Assignment: Without the images, write out the whole listing exactly.
*** Dataset excerpt Section Begins ***
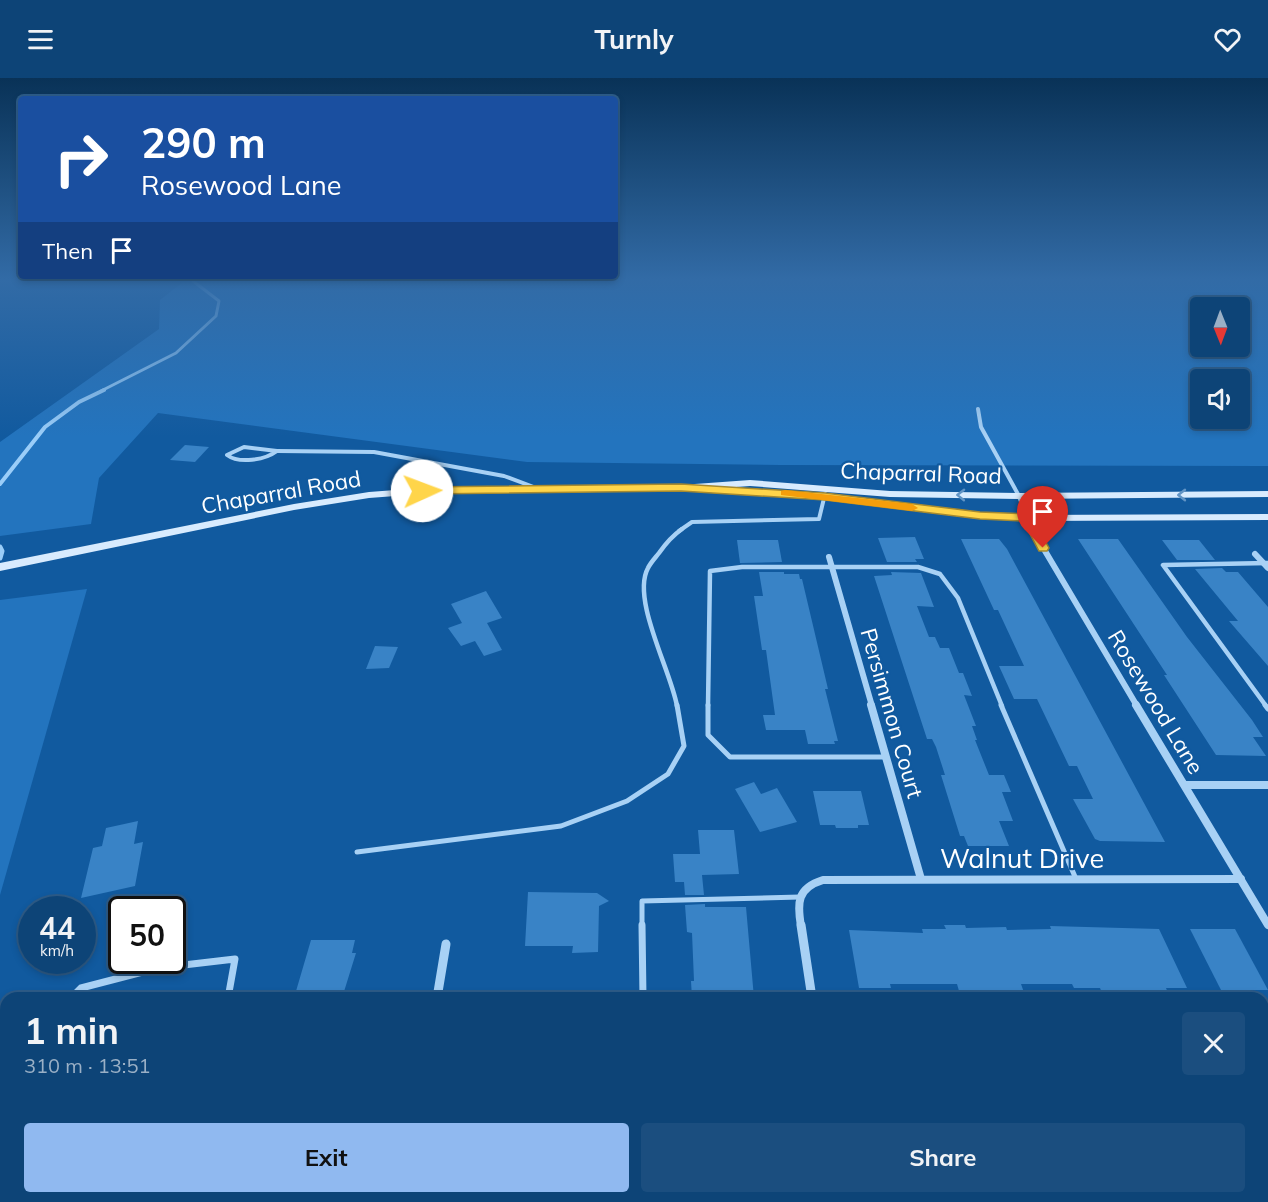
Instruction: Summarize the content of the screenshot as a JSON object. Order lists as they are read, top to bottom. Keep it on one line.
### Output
{"streets":{"main road":["Chaparral Road"],"street":["Rosewood Lane","Persimmon Court","Walnut Drive"]},"crossings":[["Chaparral Road","Rosewood Lane"],["Rosewood Lane","Walnut Drive"],["Persimmon Court","Walnut Drive"]],"north":"bottom","page":{"header":"Turnly","turn":["290 m","Rosewood Lane"],"then":"Then","speed":"44 km/h","limit":"50","heading":["1 min","310 m · 13:51"],"buttons":["Exit","Share"]}}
*** Dataset excerpt Section Ends ***
Answer to this problem:
Instruction: Summarize the content of the screenshot as a JSON object. Order lists as they are read, top to bottom. Keep it on one line.
### Output
{"streets":{"main road":["Chaparral Road"],"street":["Rosewood Lane","Persimmon Court","Walnut Drive"]},"crossings":[["Chaparral Road","Rosewood Lane"],["Rosewood Lane","Walnut Drive"],["Persimmon Court","Walnut Drive"]],"north":"bottom","page":{"header":"Turnly","turn":["290 m","Rosewood Lane"],"then":"Then","speed":"44 km/h","limit":"50","heading":["1 min","310 m · 13:51"],"buttons":["Exit","Share"]}}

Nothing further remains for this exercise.